He would get supper here; they would be glad to have him at the house of Peter Heydrick, the manager of the Furnace. Half turning, he could see the dwelling at his back—a small, grey stone rectangle with a narrow portico on its solid face and a pale glimmer of candles in the lower windows. The ground immediately about it was cleared of brush and little trees, affording Peter Heydrick a necessary, unobstructed view of the Furnace stack while sitting in his house or when aroused at night. The dwelling was inviting, at once slipping into the dusk and emerging by reason of the warm glow within. Mrs. Heydrick, too, was an excellent cook; there would be plenty of venison, roast partridge, okra soup. Afterwards, under a late moon, he could go back to Myrtle Forge; or he might stay at the Heydricks all night, and to-morrow kill such a buck as he had lost.
The twilight darkened beneath the trees, the surrounding hills lost their forms, in the east the distance merged into the oncoming night, but the west was still translucent, green. There was a faint movement in the leaves by the roadside, and a grey fox crossed, flattened on the ground, and disappeared. Howat Penny could see the liquid gleam of its eyes as it watched him. From the hill by the coal house came the heavy beating of wild turkeys’ wings.
He could go to Peter Heydrick’s, where the venison would be excellent, and Mrs. Heydrick was celebrated for her guinea pickle with cucumbers; but ... the Heydricks had no daughter, and the Gilkans had. Thomas Gilkan was only a founderman; his house had one room below and a partition above; and Mrs. Gilkan’s casual fare could not be compared to Mrs. Heydrick’s inviting amplitude. Yet there was Fanny Gilkan, erect and flaming haired, who could walk as far as he could himself, and carry her father’s clumsy gun all the way.

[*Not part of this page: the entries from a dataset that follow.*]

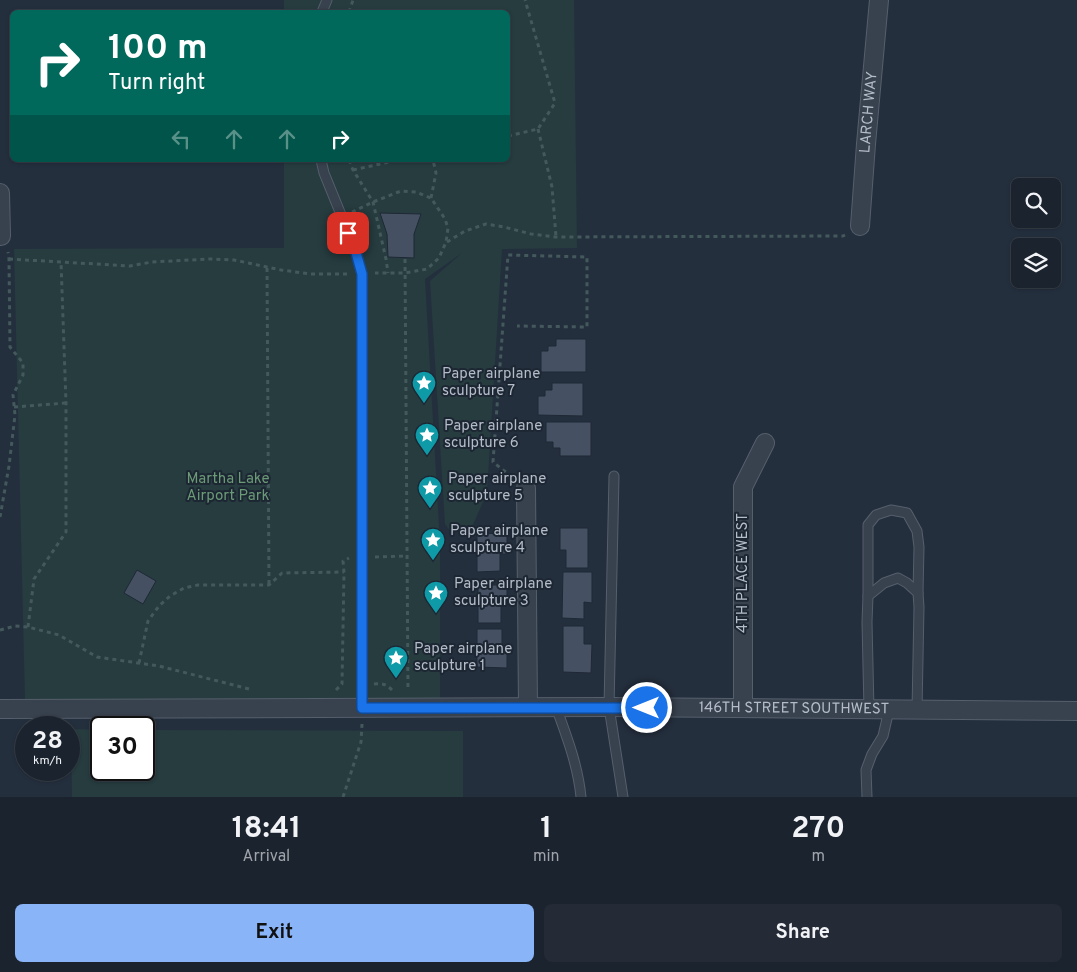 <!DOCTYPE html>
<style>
:root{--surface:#1b232e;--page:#242b36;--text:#f1f3f6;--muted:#a0a4aa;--line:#39404a;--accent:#8ab4f8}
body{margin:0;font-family:Overpass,sans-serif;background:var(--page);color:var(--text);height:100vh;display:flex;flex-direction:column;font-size:19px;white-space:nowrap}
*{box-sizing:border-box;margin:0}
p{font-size:16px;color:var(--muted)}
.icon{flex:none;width:28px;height:28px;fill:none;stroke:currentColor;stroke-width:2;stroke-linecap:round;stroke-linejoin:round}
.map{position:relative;height:797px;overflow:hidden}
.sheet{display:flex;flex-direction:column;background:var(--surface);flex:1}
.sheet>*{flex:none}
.guide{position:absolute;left:10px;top:10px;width:500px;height:152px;border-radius:8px;box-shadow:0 1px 4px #0004,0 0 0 1px var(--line);background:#00695c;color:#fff;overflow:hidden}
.buttons{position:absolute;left:1011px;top:178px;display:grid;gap:10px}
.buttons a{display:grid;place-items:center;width:50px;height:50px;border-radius:8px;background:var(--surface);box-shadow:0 1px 4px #0004,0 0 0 1px var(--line);font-size:25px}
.speed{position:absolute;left:15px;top:716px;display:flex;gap:10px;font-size:25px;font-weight:700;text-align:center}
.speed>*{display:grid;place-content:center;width:65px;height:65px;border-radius:50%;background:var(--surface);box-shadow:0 1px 4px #0004,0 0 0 1px var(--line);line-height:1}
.speed small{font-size:12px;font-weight:400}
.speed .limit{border:2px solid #111;border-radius:8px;background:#fff;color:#111}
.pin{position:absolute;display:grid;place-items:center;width:42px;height:42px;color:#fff;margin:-21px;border-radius:10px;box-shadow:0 2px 8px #0006}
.me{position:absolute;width:55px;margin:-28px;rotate:270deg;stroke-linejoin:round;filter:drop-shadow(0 0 4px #0008)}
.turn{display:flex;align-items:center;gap:18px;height:105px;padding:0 15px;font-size:22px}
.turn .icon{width:65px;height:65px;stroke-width:2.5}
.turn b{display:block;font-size:35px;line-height:42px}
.lanes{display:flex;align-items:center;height:48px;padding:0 15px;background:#0003;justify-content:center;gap:25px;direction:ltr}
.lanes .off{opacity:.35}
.eta{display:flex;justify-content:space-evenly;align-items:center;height:85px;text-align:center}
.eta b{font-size:30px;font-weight:700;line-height:35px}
.action{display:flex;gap:10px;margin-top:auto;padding:10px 15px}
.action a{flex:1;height:58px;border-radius:8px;background:var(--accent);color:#111;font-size:20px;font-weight:700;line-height:58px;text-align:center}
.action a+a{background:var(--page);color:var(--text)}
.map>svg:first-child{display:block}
</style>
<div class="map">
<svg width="1077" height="797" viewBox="0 0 1077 797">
<rect width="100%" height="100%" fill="#242f3e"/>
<g fill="#263c3f">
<polygon points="284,0 574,0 577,248 502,249 487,493 472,527 463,531 451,532 445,524 430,281 462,253 425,279 440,544 440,700 25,700 14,249 284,248 284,160 508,160 508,12 284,12"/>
<polygon points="71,729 101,730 101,770 144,770 144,730 463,731 463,797 72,797"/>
</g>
<g fill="#455162" stroke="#1f2835">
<polygon points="380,213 421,214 414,234 414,258 388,257 387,234"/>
<polygon points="556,339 586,339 586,372 541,372 541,351 548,351 548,346 556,346"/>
<polygon points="552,383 583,383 583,416 538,415 538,396 545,396 545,390 552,390"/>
<polygon points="546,422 591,422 591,456 560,456 560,448 553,448 553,442 546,442"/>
<polygon points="560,528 588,528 588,568 566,568 566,550 560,550"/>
<polygon points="507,533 507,554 500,554 500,571 477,572 477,534"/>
<polygon points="137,570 156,581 143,604 124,593"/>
<polygon points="563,572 592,572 592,603 584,602 584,619 562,618"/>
<polygon points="478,585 507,585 507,606 501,606 501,623 478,623"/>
<polygon points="563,626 584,626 584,644 592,644 591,673 563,672"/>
<polygon points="477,629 502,629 502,647 507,647 507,668 477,667"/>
</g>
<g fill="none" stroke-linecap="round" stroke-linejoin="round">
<defs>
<g id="service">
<polyline points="322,12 327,0"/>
<polyline points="321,160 324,173 355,249 362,274 362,708"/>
<polyline points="614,476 609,707 623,797"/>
<polyline points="868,596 868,525 876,515 891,510 907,513 917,531 919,547 918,593"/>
<path d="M 556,707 C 567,737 578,766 581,797"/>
<polyline points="869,710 867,622 868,596 884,583 898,578 907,583 918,593 919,607 917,710"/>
<polyline points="867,797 866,770 872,754 883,736 889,710"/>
</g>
<g id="minor">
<polyline points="0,193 1,236"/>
<path id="s1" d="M 860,226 L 866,144 L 879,0"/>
<polyline points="526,488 528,707"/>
<polyline points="743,708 743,487 765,443"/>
<path id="s2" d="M 0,709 L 609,707 L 1077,711"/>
</g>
</defs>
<use href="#service" stroke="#565f6c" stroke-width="11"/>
<use href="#minor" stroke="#565f6c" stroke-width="20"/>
<g stroke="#44595c" stroke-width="3" stroke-dasharray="4 4" stroke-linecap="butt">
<polyline points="349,12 353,0"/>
<polyline points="538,129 552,187 556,237"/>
<polyline points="508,136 538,129 555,103 525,0"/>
<polyline points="349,160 353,170 373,202 386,259 388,273"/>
<polyline points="353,170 398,160"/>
<polyline points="431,198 436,173 433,160"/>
<polyline points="352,212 373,202 401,191 416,192 431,198 445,219 448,228 446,242 439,258 427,269 405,273 375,273"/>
<polyline points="447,242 465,231 486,224 504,227 531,234 556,237 843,236 845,235"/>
<polyline points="9,259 130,266 152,262 210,259 234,260 281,270 311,274 349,274"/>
<polyline points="405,259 408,691"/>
<polyline points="267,268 269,585"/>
<polyline points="14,407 66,403"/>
<polyline points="512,477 493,462 508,255 587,257 587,327 517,326"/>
<polyline points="0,517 9,466 15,415 13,395 23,375 23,363 10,347 9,259 8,252"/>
<polyline points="375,557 407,556"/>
<polyline points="28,627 34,579 66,532 66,403 61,262"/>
<polyline points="0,630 15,626 28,627 59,635 97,657 159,666 249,689"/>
<polyline points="139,663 148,621 159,606 170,596 184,588 198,585 269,585 282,573 344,572"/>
<path d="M 374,684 C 382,683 386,684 392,690"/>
<polyline points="336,690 342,684 344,572 343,561 349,558"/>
<polyline points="343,797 361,742 362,724"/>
</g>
<use href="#service" stroke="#38414e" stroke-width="9"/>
<use href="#minor" stroke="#38414e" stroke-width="18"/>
</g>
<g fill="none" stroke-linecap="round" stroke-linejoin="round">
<defs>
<polyline id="route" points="348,233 355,249 362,274 362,708 647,708"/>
</defs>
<use href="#route" stroke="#114b97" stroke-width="12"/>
<use href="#route" stroke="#1a73e8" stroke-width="9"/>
</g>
<defs>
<symbol id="sight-pin" viewBox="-11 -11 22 30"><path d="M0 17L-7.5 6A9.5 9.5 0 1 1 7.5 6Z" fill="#0f9aa8" stroke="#1d2633"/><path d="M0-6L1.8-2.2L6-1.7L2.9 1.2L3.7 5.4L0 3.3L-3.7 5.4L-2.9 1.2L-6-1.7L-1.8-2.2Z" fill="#fff"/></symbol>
</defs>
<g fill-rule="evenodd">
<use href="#sight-pin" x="410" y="369" width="28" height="38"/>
<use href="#sight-pin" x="413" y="421" width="28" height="38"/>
<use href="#sight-pin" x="416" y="474" width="28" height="38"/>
<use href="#sight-pin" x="419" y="526" width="28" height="38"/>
<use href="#sight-pin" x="422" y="579" width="28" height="38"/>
<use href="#sight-pin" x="382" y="644" width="28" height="38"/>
</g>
<g text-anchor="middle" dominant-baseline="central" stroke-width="4" stroke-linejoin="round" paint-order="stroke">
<g font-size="15" fill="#b4bcc9" stroke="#1d2633">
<text stroke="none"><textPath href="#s1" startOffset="114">LARCH WAY</textPath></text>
<text transform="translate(743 573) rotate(-90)">4TH PLACE WEST</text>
<text stroke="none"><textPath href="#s2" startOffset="794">146TH STREET SOUTHWEST</textPath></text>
</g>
<g font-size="15" fill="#b4bcc9" stroke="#1d2633" text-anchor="start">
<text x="442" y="374">Paper airplane<tspan x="442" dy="17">sculpture 7</tspan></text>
<text x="444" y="426">Paper airplane<tspan x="444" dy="17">sculpture 6</tspan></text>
<text x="448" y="479">Paper airplane<tspan x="448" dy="17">sculpture 5</tspan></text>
<text x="450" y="531">Paper airplane<tspan x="450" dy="17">sculpture 4</tspan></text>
<text x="454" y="584">Paper airplane<tspan x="454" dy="17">sculpture 3</tspan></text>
<text x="414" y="649">Paper airplane<tspan x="414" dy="17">sculpture 1</tspan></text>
</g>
<g font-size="15" fill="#6b9a76" stroke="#1d2633">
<text x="228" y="479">Martha Lake<tspan x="228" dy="17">Airport Park</tspan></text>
</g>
</g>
</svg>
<div class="buttons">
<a><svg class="icon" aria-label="search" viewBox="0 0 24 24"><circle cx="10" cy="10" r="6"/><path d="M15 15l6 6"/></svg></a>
<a><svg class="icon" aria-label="layers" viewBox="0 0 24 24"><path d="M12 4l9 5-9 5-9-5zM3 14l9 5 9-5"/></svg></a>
</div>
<div class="speed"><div>28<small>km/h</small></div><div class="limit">30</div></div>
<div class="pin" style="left:348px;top:233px;background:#d93025"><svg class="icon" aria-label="arrive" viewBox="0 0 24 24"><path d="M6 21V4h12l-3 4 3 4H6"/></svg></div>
<svg class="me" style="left:647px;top:708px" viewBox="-20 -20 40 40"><circle r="17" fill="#1a73e8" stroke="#fff" stroke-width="3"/><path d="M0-11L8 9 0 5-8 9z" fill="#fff"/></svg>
<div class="guide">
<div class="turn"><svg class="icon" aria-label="right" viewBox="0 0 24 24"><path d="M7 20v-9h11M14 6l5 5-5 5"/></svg><div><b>100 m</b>Turn right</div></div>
<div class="lanes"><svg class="icon off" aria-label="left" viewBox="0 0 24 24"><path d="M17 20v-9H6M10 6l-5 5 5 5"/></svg><svg class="icon off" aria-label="ahead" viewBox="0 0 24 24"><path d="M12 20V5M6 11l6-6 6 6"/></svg><svg class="icon off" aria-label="ahead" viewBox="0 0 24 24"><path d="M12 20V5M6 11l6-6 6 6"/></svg><svg class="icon" aria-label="right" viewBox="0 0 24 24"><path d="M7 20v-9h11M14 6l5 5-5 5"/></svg></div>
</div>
</div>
<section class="sheet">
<div class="eta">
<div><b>18:41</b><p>Arrival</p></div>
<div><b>1</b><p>min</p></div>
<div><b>270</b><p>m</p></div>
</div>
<div class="action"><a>Exit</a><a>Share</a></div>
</section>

His thoughts, deflected by Fanny Gilkan, left the immediate present of supper, and rested upon the fact that his—his appreciation of her was becoming known at the Furnace; while Dan Hesa must be circulating it, with biting comments, among the charcoal burners. Dan Hesa, although younger than Howat, was already contracting for charcoal, a forward young German; and, Fanny had said with a giggle, he was paying her serious attention. Howat Penny had lately seen a new moroseness among the charcoal burners that could only have come from the association of the son of Gilbert Penny and the potential owner of Myrtle Forge with the founderman’s daughter. Charcoal burners were lawless men, fugitive in character, often escaped from terms of indenture; Dan Hesa was, he knew, well liked by them; and the hazard created by his attraction to Fanny Gilkan drew Howat Penny irresistibly away from the superior merits of the Heydrick table.